We spent a number of days rehearsing together and we did a lot of talking and a lot of sharing and getting comfortable with each other. We did some awesome improv activities that allowed us to be weird and vulnerable together. Ben and I got along really easily. By the time we started filming we were pretty comfortable with each other. We were clear on where this couple was at and what exactly we wanted to convey with them.
What are the rewards of acting in an independent film?
Sometimes with independent film the artist participating has more of a say in what they are creating, which is really how it should always be. An artist should be the one that is in control of their art. That’s not to suggest that that is not fully possible in mainstream film, but there’s a kind of a grassroots creative feeling that happens with independent film. There’s not a lot of formality, there’s not a lot of cooks in the kitchen. People are collaborating in a really authentic way and it’s really about themselves, what they have to say creatively. In independent film, some of the most magical things and the most unexpected things are born out of the moment, pure moments of creative flow.
In what ways do you feel like you were able to contribute creatively to the creation of Dianne’s character?
In the past, I’ve strived to identify what my character’s flaws were. I would try to mask my own flaws and think of ways to show their flaws. It’s a very intellectual process and as soon as you get into your head you’re a little bit less in the creative, spontaneous flow. This time around I decided that her flaws were my flaws. Instead of trying to cover up what my flaws were, be they physical or mental or emotional, I was just going to let it all hang out and let her superimpose herself over me. I was like, I’m just going to let her be myself.
Was that freeing in a way? Or more scary?
I think it was both. It was more freeing when I was shooting the film and more scary when I was watching it.
Do you feel like you learn life lessons from the films you shoot?

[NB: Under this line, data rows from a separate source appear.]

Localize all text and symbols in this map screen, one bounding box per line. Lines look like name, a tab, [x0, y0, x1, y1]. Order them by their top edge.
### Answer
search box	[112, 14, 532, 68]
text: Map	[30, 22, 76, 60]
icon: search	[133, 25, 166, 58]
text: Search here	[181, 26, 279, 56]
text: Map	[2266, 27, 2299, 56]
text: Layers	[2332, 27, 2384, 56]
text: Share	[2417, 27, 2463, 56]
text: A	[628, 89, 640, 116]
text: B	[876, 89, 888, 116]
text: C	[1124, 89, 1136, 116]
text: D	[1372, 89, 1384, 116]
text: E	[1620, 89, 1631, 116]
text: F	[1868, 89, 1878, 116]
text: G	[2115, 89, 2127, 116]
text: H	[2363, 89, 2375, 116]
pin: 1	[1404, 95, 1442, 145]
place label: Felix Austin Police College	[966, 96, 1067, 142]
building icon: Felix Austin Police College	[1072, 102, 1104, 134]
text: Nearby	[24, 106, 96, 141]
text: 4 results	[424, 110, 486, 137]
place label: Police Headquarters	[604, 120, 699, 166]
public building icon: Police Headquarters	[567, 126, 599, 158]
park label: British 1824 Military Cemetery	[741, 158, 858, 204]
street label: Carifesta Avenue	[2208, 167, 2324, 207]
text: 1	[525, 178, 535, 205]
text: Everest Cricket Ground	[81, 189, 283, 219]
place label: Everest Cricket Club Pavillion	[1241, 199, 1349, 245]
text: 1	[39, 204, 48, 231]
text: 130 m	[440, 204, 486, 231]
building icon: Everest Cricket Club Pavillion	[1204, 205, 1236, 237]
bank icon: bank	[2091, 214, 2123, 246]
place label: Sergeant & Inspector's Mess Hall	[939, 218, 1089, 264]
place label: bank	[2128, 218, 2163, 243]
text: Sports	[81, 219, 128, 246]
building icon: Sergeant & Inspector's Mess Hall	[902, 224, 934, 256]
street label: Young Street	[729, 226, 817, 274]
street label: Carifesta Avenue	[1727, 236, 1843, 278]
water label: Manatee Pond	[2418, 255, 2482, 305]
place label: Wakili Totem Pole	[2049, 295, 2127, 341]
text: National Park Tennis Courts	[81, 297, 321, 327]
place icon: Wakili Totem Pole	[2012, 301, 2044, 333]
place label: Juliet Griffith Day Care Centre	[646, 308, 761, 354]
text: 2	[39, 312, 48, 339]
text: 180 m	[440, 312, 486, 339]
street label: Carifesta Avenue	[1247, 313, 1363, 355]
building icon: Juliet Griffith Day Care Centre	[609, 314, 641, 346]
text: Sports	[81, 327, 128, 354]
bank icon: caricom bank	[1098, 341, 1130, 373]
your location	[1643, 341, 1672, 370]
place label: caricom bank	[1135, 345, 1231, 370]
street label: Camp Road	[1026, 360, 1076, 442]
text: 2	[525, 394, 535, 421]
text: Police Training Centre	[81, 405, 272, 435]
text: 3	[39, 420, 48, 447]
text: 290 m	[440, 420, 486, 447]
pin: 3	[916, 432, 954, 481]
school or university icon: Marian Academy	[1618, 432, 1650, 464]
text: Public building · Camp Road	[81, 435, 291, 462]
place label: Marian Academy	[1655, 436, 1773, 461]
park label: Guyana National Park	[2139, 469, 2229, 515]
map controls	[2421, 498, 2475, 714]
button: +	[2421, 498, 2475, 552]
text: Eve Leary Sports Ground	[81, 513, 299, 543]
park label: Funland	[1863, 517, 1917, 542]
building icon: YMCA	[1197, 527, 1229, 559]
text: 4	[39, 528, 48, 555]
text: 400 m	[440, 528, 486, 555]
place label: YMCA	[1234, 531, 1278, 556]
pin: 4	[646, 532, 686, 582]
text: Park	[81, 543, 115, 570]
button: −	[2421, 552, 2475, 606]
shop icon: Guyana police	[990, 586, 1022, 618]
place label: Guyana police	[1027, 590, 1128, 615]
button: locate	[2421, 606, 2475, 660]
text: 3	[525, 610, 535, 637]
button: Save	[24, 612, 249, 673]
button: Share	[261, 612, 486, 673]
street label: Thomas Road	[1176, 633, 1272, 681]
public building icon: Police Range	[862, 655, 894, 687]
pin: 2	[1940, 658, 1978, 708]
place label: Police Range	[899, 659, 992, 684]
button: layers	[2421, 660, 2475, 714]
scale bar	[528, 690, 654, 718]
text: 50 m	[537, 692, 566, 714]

What life lesson do you feel like you learned from this film?
I do feel like I learned a big life lesson from this film and it’s something I think Dianne learns from the film as well. I think what’s at the heart of the film is that you can only communicate with your partner as honestly as you’re communicating with yourself. I think that is an epic lesson.
Communication is kind of the thread by which a relationship will live or die or hang on or break. You can think you’re doing a great job of communicating with your partner and maybe on some level you are, but if there are things inside you that you are not in touch with, your communication is only going to be so strong.